The FRAP measures compounds as reductants in a redox linked colorimetric reaction and the value reflects the reducing power of antioxidants. The antioxidant potentials of different samples are estimated by their ability to reduce the TPTZ–Fe(III) complex to the TPTZ–Fe(II) complex with an maximum absorption at 593 nm. The reduction of absorbance is proportional to the antioxidant content[35]. The FRAP value of the KUM-H and KUM-U were not significantly different (Table 4) at about 200 µmol Fe2+/g. The antioxidant capacities of both crude polysaccharides were excellent. Another study from Jia et al.[36], they reported that their polysaccharides from Hawk tea (Litsea coreana var. lanuginosa) had FRAP value in range 0.9–2.1 mmol/L at the concentration of 1.25 mg/mL.

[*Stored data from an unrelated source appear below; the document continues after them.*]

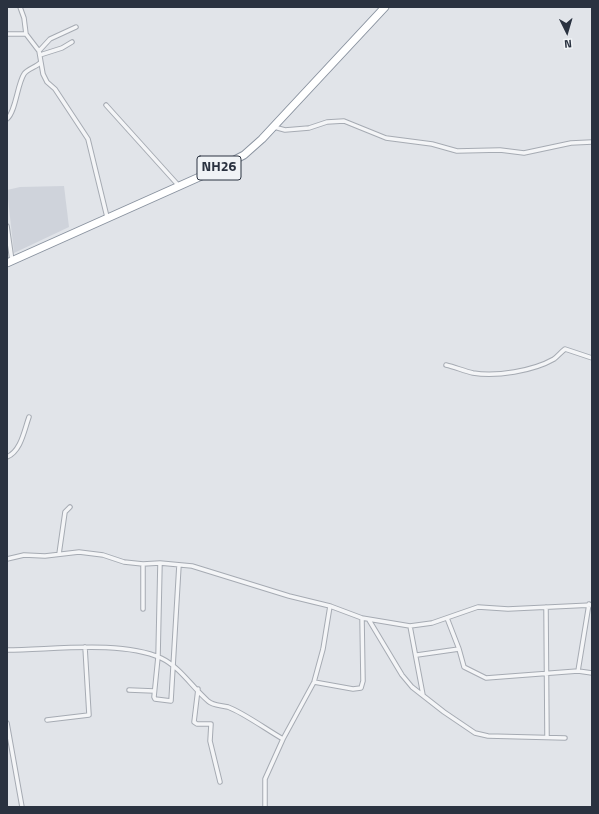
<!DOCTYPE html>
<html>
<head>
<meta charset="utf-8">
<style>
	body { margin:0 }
	#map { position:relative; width:599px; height:814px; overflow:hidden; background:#e1e4e9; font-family:"Titillium Web",sans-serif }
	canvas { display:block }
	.frame { position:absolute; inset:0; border:8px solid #2a3240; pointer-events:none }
	.north { position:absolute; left:547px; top:12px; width:40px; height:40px; -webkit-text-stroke:3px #f0f3f6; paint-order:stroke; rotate:175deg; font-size:11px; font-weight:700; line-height:16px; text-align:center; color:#2a3240 }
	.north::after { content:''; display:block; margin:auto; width:14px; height:18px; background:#2a3240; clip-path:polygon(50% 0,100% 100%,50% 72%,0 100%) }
</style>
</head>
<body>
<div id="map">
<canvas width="599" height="814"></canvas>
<div class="frame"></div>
<div class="north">N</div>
</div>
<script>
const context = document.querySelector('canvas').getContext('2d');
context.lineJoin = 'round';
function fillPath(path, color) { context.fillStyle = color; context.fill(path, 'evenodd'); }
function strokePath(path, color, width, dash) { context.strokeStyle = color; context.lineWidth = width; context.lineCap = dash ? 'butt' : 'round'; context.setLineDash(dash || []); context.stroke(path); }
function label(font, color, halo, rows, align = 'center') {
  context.font = font + ' "Titillium Web",sans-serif'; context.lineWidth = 3; context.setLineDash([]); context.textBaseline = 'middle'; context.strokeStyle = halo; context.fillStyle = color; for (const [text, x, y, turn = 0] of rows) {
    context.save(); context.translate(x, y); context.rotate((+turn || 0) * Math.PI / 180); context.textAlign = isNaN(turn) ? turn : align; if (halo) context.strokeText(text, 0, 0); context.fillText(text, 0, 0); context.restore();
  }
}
const built = new Path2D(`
	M 64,186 L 69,227 L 14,253 L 7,190 L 20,187 Z`);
const street = new Path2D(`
	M 20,7 L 24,18 L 26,34 L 39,51 L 43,74 L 47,82 L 55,89 L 88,139 L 107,217
	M 7,34 L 26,34
	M 39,51 L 50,39 L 76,27
	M 40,55 L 62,48 L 72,42
	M 106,105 L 179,186
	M 7,119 C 16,111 17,85 24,74 C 27,69 36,67 40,63
	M 274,127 L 285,130 L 309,128 L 327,122 L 344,121 L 386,138 L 432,144 L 457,151 L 500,150 L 524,153 L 571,143 L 592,142
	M 7,226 L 12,261
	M 446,365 C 455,367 464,371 473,373 C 496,377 533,371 554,359 C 558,356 561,352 565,349 L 592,358
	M 7,457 C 21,451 24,431 29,417
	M 59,554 L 65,512 L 70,507
	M 7,559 L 24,555 L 45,556 L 79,552 L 103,555 L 124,562 L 143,564 L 160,563 L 192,566 L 289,596 L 330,606 L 362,618 L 410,626 L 432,623 L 478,607 L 508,609 L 592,605
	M 160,563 L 158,657 L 154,697 L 155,699 L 171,701 L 179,565
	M 546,607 L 547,737
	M 143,609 L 143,564
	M 447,618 L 459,649 L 464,667 L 486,678 L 578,671 L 592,673
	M 369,620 L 402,675 L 412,687 L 444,712 L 475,733 L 488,736 L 565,738
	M 410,626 L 423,695
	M 7,650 C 52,650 120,640 161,658 C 180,667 192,687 208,701 C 213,706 221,705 228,707 C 244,713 267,730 283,739
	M 417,655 L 459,649
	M 578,671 L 589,604
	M 314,682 L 353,689 L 361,688 L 363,681 L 362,618
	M 198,689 L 194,722 L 197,724 L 211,724 L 210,741 L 220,782
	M 129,690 L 154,691
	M 47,720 L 89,715 L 85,647
	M 7,723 L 22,807
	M 265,807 L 265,779 L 283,739 L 314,682 L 323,649 L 330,606`);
const highway = new Path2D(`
	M 7,263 L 215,170 L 244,155 L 262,139 L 385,7`);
const shields = [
	[219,168,44]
];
const shieldNames = [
	["NH26",219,168]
];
fillPath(built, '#cfd3db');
strokePath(street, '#a6abb3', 5.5);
strokePath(highway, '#89929f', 9);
strokePath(street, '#f4f5f7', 3.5);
strokePath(highway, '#fff', 7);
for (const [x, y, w] of shields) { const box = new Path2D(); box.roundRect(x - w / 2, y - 12, w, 24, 3); context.fillStyle = '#f0f3f6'; context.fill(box); strokePath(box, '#2a3240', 1); }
label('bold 14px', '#2a3240', null, shieldNames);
</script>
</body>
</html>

Overall, the crude polysaccharides extracted from the KUM-DB had a potential to scavenge free radicals and had reducing power. The antioxidant abilities of crude polysaccharides are influenced by monosaccharide composition, molecular weight, degree of branching, and conformation[37]. Moreover, the phenolic compound in polysaccharides in the form of polysaccharides-phenolic complexes or phenolic compounds also affect antioxidant properties[38]. The antioxidant activity of polysaccharides from KUM-DB, which is a purple rice, was higher than the polysaccharides from white rice bran. Considering several antioxidant activities, the concentration of polysaccharides from KUM-H in IC50 DPPH, IC50 metal chelating and reducing power were lower than the concentration of polysaccharides needed from white rice[39] (excepted the reducing power). Therefore, the present study showed 98% and 37.5% higher activity for IC50 DPPH and IC50 metal chelating, respectively, for purple versus white rice. Again, using hot water extraction to extract polysaccharides from medicinal mushrooms containing phenolic compound showed a high linear correlation between the scavenging activity of the polysaccharides and their content of phenolic compounds. Extraction of crude polysaccharides with HWE and ethanol precipitation is not sufficient to remove the phenolic compound from the crude polysaccharides[40]. Therefore, the KUM-H had a better antioxidant capability than the KUM-U as shown in the chromatogram (Figs. 1S and 2S). This is probably due to the higher anthocyanin content of the KUM-H as synergistic effect with polysaccharide[38].

Conclusions

The optimum condition of UAE was determined as follows: a ratio of defatted rice bran to water of 1:20 w/v, extraction temperature of 70 °C, and extraction time of 20 min. This optimal extraction condition gave the highest yield of crude polysaccharides (4.04%), which was closed to the predicted value. Moreover, antioxidant activities including IC50 value DPPH, IC50 value ABTS, and FRAP value were 1.09 mg/mL, 2.80 mg/mL and 197 µM Fe2+/g, respectively. The physical properties and antioxidant activities of KUM-H and KUM-U were compared in this work. Results showed that percentage yield of KUM-U was approximately 4 times higher than that of KUM-H. It is suggested that UAE could be a suitable process to extract crude polysaccharides with high yield, shorter processing time and acceptable antioxidant activities. Future works are required to investigate and characterize obtained polysaccharides in terms of structure and interaction effects of polysaccharide and phenolic compounds using advanced measurement.